Welcome to St. Lucia, perhaps the only island in the Caribbean where George Jones is as popular as Bob Marley, if not more so. On this particular Saturday, Kalimé isn’t the only place on the island where country music classics drift through the palm trees. Head into the bustling capital, Castries, and you’ll find several blink-and-you’ll-miss-it venues playing tunes more suited for the Grand Ole Opry. Inside, couples square-dance under neon lights, as they do every weekend.
“Plenty of visitors to the island can’t believe what they’re hearing,” says Cowboy Sealy, Kalimé’s young, clean-shaven emcee. When he’s not hosting karaoke nights, Sealy performs country music with his band on the hotel circuit, all of them decked out in cowboy attire, Stetson hats and all. “People say, ‘Country music in the Caribbean? That doesn’t make sense!’”
With its iconic twin mountain peaks, lush rainforests and sleeping volcano, tiny St. Lucia is one of the most strikingly beautiful places in the Caribbean. The British and French fought for colonial control of the island on 14 occasions between the 17th and 19th centuries—with each side winning seven times—leading to it becoming known as “the Helen of the West Indies,” after the mythical Greek princess whose beauty sparked the Trojan War.
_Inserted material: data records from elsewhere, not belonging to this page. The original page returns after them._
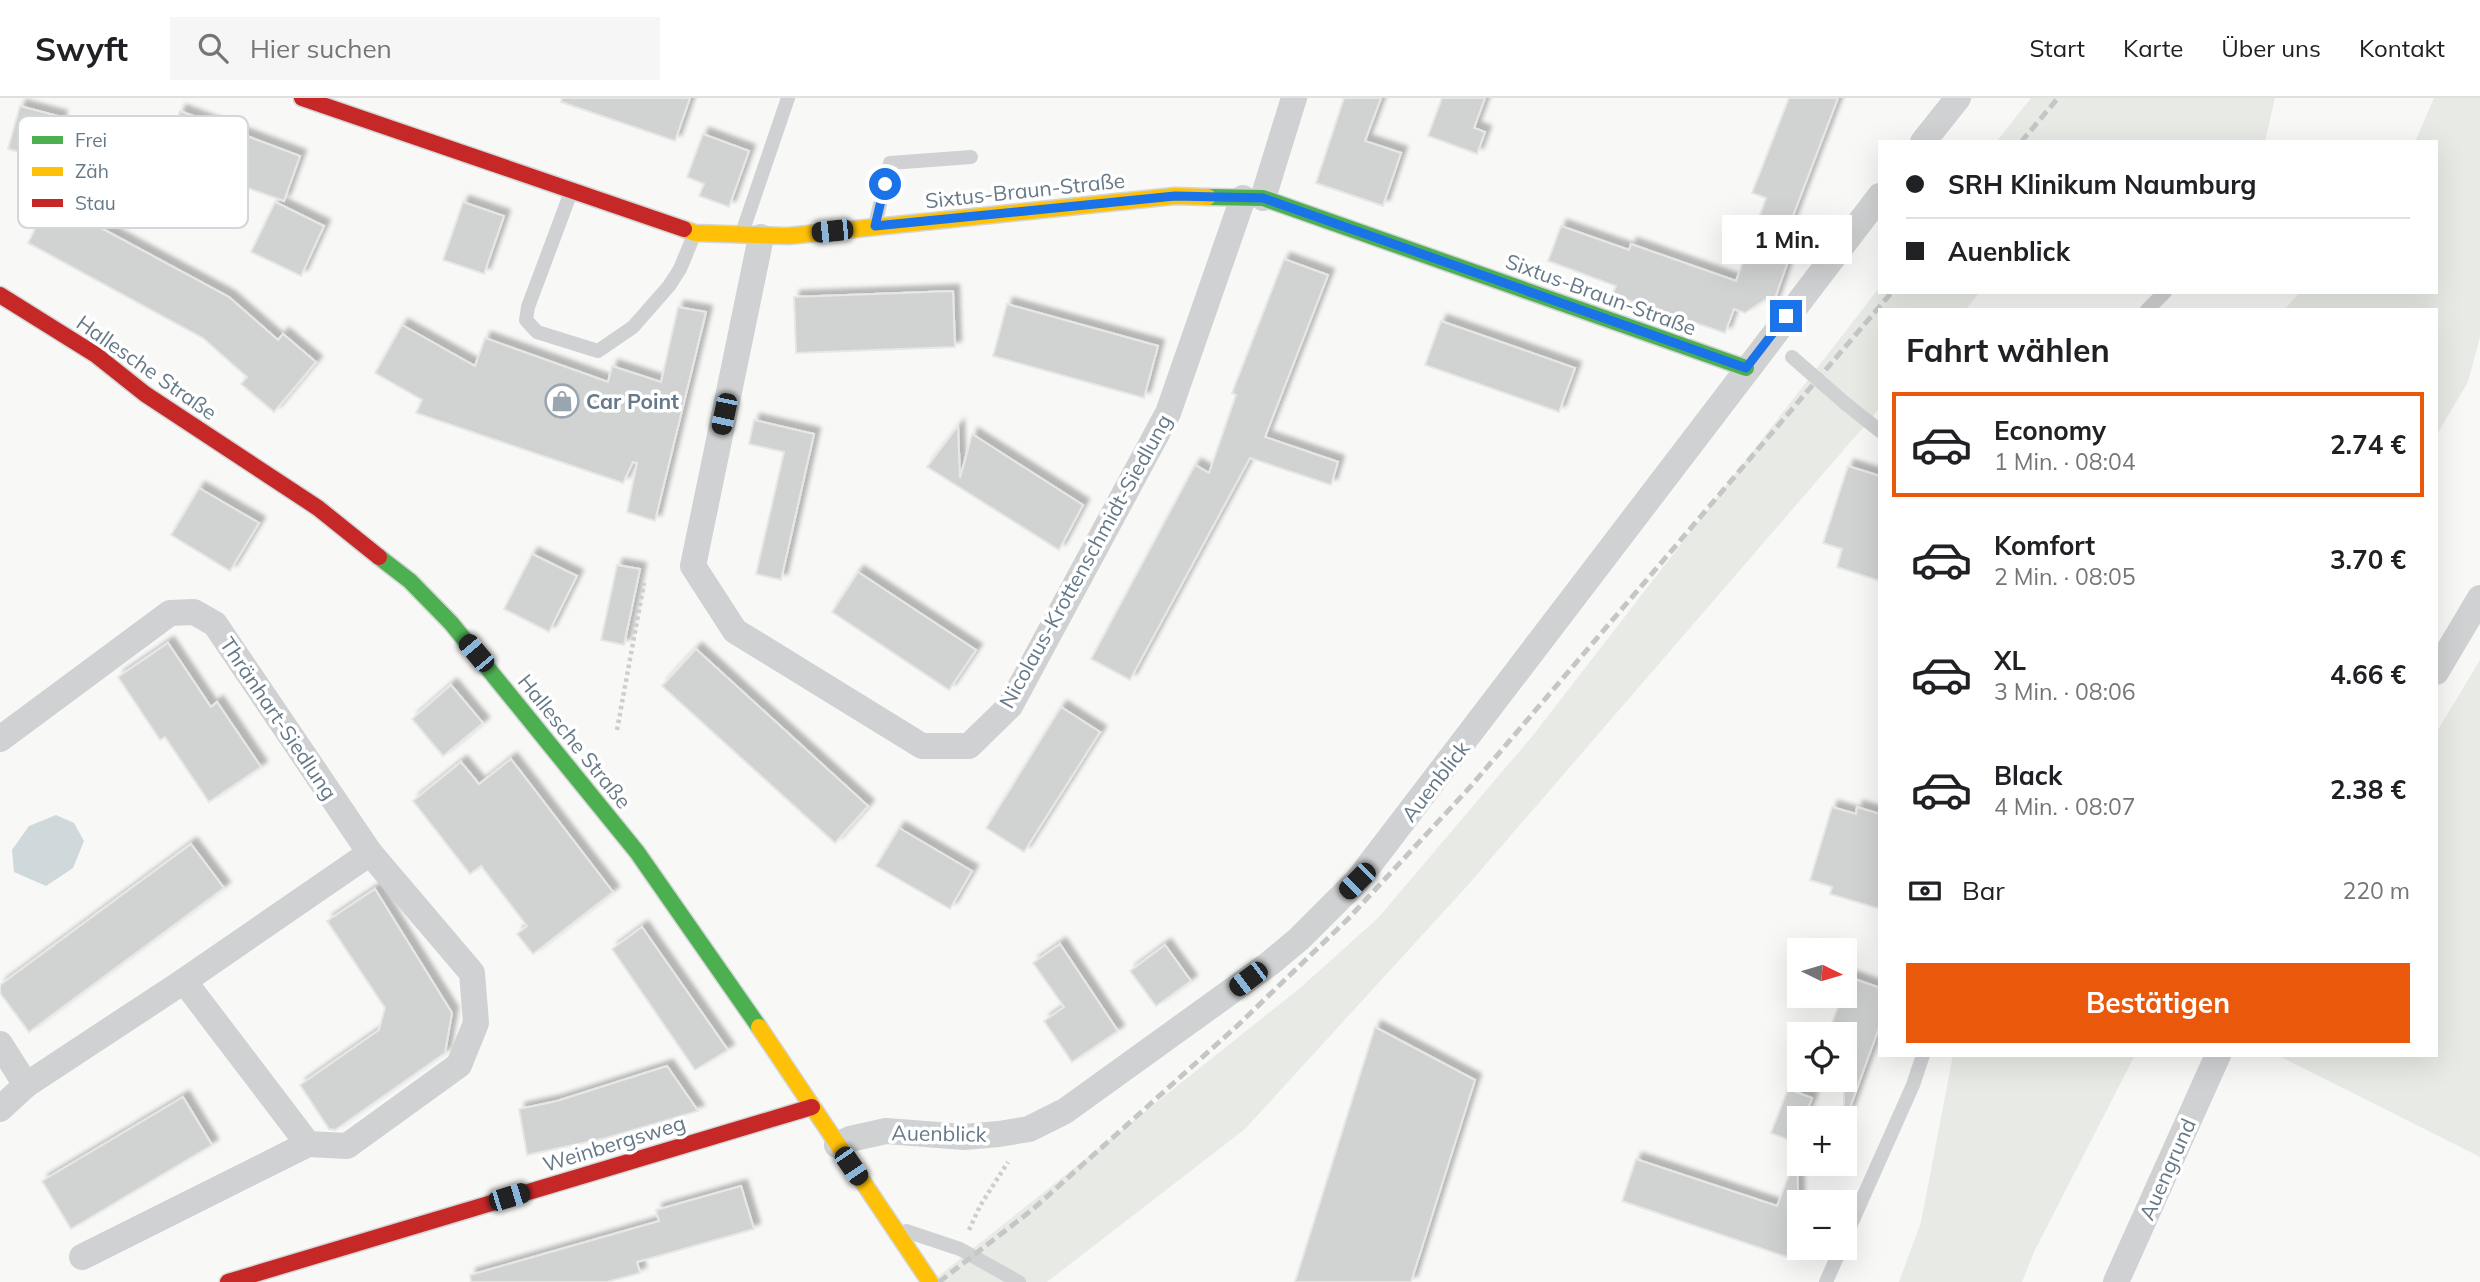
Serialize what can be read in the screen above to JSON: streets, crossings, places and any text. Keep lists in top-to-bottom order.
{
  "streets": {
    "street": [
      "Sixtus-Braun-Straße",
      "Hallesche Straße",
      "Nicolaus-Krottenschmidt-Siedlung",
      "Thränhart-Siedlung",
      "Auenblick",
      "Weinbergsweg",
      "Auengrund"
    ]
  },
  "crossings": [
    ["Sixtus-Braun-Straße", "Nicolaus-Krottenschmidt-Siedlung"],
    ["Sixtus-Braun-Straße", "Auenblick"],
    ["Hallesche Straße", "Auenblick"],
    ["Hallesche Straße", "Weinbergsweg"]
  ],
  "places": {
    "shop": ["Car Point"]
  },
  "legend": ["Frei", "Zäh", "Stau"],
  "north": "right",
  "page": {
    "header": "Swyft",
    "search": "Hier suchen",
    "nav": [
      "Start",
      "Karte",
      "Über uns",
      "Kontakt"
    ],
    "banner": ["SRH Klinikum Naumburg", "Auenblick"],
    "bubble": "1 Min.",
    "heading": "Fahrt wählen",
    "list": [
      {
        "name": "Economy",
        "note": "1 Min. · 08:04",
        "value": "2.74 €"
      },
      {
        "name": "Komfort",
        "note": "2 Min. · 08:05",
        "value": "3.70 €"
      },
      {
        "name": "XL",
        "note": "3 Min. · 08:06",
        "value": "4.66 €"
      },
      {
        "name": "Black",
        "note": "4 Min. · 08:07",
        "value": "2.38 €"
      }
    ],
    "pay": ["Bar", "220 m"],
    "map_buttons": ["+", "−"],
    "buttons": "Bestätigen"
  }
}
It can be hard to reconcile St. Lucia’s tropical splendor and Creole culture with lonesome cowboys and pickup trucks—indeed, the source of the island’s fascination with country is the subject of debate even among its islanders. The one thing nearly everyone recalls—whether you talk to elder shopkeepers or hipster DJs at downtown bars—is the childhood ritual of standing on their mothers’ feet and being taught to square-dance, as country music poured from the family radio.
Radio 100 Helen FM founder Steve Anius
Some locals say it all started back in the 1960s, when migrant workers traveled to Florida for seasonal farm work, returning with stacks of country music records. Others, like Steve Anius, have a different theory. Anius, a 76-year-old radio station owner, former politician and possibly the island’s foremost country aficionado, believes that St. Lucia first caught the bug during World War II, when two now inactive U.S. Air Force bases were established here.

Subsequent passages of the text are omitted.